Vera Petrova sieht ihre Insze­nierung von Peter Iljitsch Tschai­kowskys Eugen Onegin, der diesjäh­rigen Eröff­nungs­pre­miere am Teatro Verdi in Triest, als traum­hafte Rückblende des Lebens des Titel­helden. Kein schlechter Ansatz, wenn auch etwas beliebig und in der Tat nicht wirklich neu. Irgend­welche Extra­va­ganzen bietet sie nicht, eher nur stati­sches Kammer­theater. Denn sie lässt in der reduzierten, aber durchaus mit sugges­tiven, beein­dru­ckenden Licht­stim­mungen angerei­cherten Szenerie mit einigen Zwischen­vor­hängen, drehenden, großen Türele­menten, Video­ein­spie­lungen und den histo­ri­sierten Kostümen – die Ausstattung, Alexander Kostyu­chenko schuf das Bühnenbild, Steve Almerighi die Kostüme, stammt aus der Natio­naloper in Sofia und wurde dort bereits im Frühjahr 2017 gezeigt – die Perso­nen­führung eher schleifen. Auf das Ballett wird trotz der geradezu dazu heraus­for­dernden Tänze, die in der Musik hörbar sind, fast völlig verzichtet.

Foto © Fabio Parenzan

Sehr gut und vor allem sehr jung erlebt man das Sänger­ensemble: Valentina Mastrangelo vor allem ist eine ungemein mädchen­hafte Tatjana mit vielen feinen und leisen Zwischen­tönen und einem herrlich blühenden Sopran. Als Titelheld ist Catalin Toropoc mit warmem Edeltimbre und noblem Gehabe zu vernehmen. Dann singt hier der erst 23-jährige Tigran Ohanyan einen darstel­le­risch eher ungelenken Lenski mit etwas kleinem, aber sehr schönem und höhen­si­cherem Tenor.
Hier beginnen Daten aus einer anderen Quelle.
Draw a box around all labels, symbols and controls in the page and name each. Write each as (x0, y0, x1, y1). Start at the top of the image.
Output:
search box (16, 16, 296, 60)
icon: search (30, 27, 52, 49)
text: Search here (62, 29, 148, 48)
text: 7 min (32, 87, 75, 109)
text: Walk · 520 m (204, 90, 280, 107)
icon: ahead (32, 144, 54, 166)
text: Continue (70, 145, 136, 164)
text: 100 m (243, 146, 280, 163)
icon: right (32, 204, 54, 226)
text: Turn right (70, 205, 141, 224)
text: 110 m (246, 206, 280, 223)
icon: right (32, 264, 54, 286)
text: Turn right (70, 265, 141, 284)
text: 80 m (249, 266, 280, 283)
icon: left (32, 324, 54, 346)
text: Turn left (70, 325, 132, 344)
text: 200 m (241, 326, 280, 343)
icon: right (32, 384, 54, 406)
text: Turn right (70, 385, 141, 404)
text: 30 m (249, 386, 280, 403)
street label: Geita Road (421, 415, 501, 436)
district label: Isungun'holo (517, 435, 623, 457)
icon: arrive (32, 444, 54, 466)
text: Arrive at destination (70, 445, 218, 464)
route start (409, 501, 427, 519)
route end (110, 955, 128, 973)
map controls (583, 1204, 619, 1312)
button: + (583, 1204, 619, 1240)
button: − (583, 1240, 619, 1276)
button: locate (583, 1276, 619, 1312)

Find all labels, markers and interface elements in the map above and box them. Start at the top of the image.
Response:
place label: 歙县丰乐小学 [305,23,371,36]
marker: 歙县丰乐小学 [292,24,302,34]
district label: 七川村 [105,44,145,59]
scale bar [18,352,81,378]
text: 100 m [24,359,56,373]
An seiner Darstellung sollte er noch dringend arbeiten, denn außer einigen Schritten auf der Bühne ist keine Bewegung oder Emotion erkennbar. Auch hat man ihn mit einer völlig unpas­senden Langhaar­pe­rücke „verschönert“. Wohltönend mit der notwen­digen Basstiefe hörte man Vladimir Sazdovski als sehr würdigen Fürst Gremin. Ideal besetzt sind auch Anastasia Boldyreva als Olga, Giovanna Lanza als deren Mutter Larina, Dmytro Kyforuk als Triquet. Die übrigen kleineren Rollen sind rollen­de­ckend besetzt und einen gut singenden, homogenen Chor des Teatro Verdi, den Francesca Tosi genau einstu­diert hat, hört man auch.
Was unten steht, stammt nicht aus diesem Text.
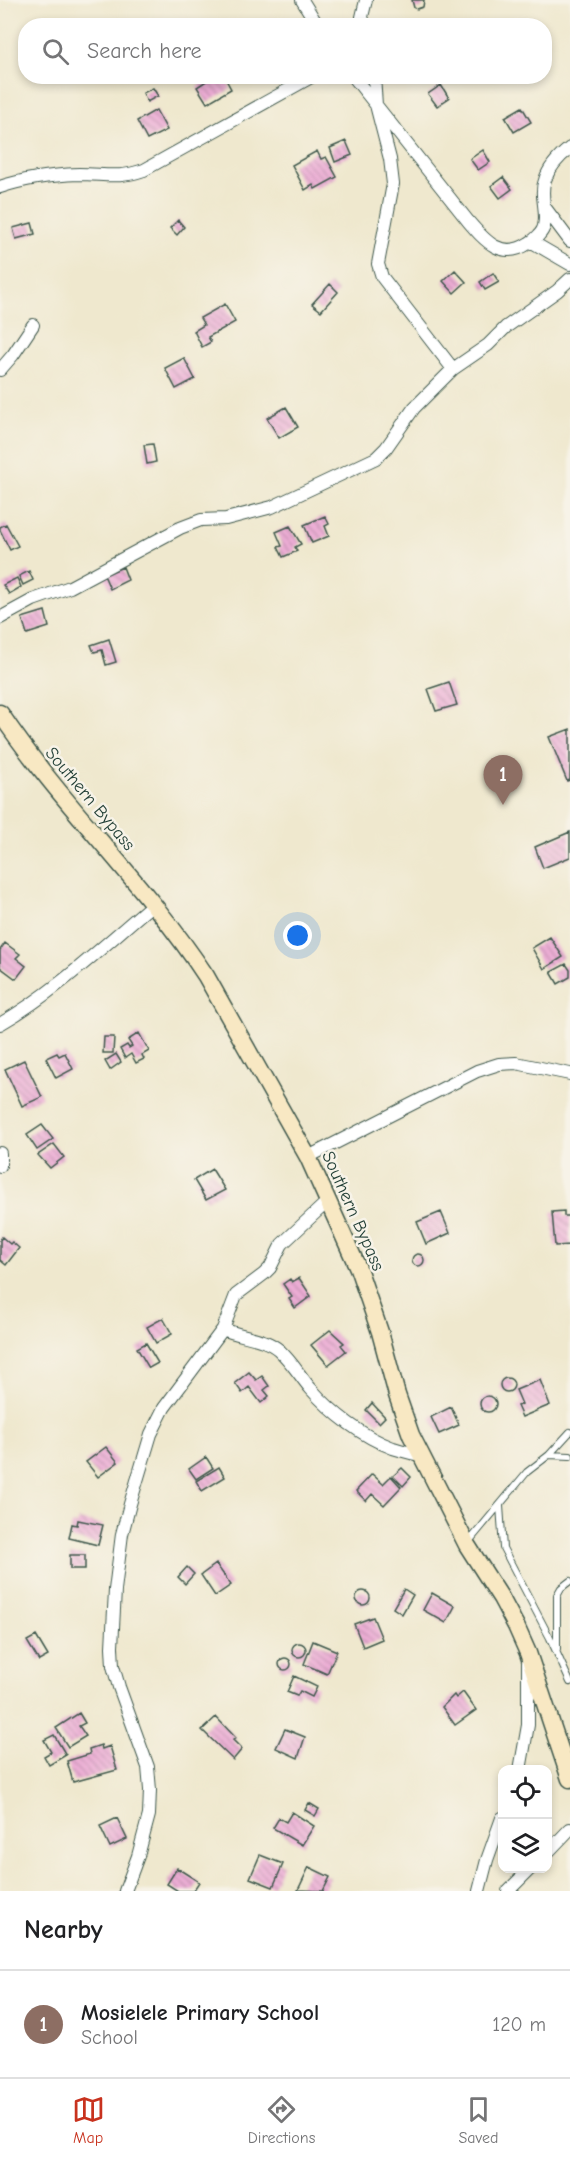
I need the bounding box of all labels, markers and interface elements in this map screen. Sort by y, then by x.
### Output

Wiewohl Fabrizio Maria Carminati mit fordernden Gesten das recht dünn klingende Orchester des Teatro Verdi immer wieder zu mitrei­ßendem Spiel mit zugespitzten Tempi auffordert, folgen ihm die Musiker dazu nur bedingt. Es fehlt an mehr ausge­reizten Akzenten und zündenden und packenden Momenten, etwa bei der Polonaise, während die Lyrismen mit feinen Tönen klang­schön ausschwingen.

Viel Jubel erklingt zum Schluss im feierlich gestimmten Haus. Denn die Inaugu­ra­zione der neuen Saison wird tradi­tionell immer mit der italie­ni­schen Hymne begonnen. Zudem tritt die gesamte lokale Prominenz in exqui­siter Kleidung in Erscheinung. Mehrere Carabi­nieri in schmucken Galauni­formen mit Säbel schmücken die Eingänge.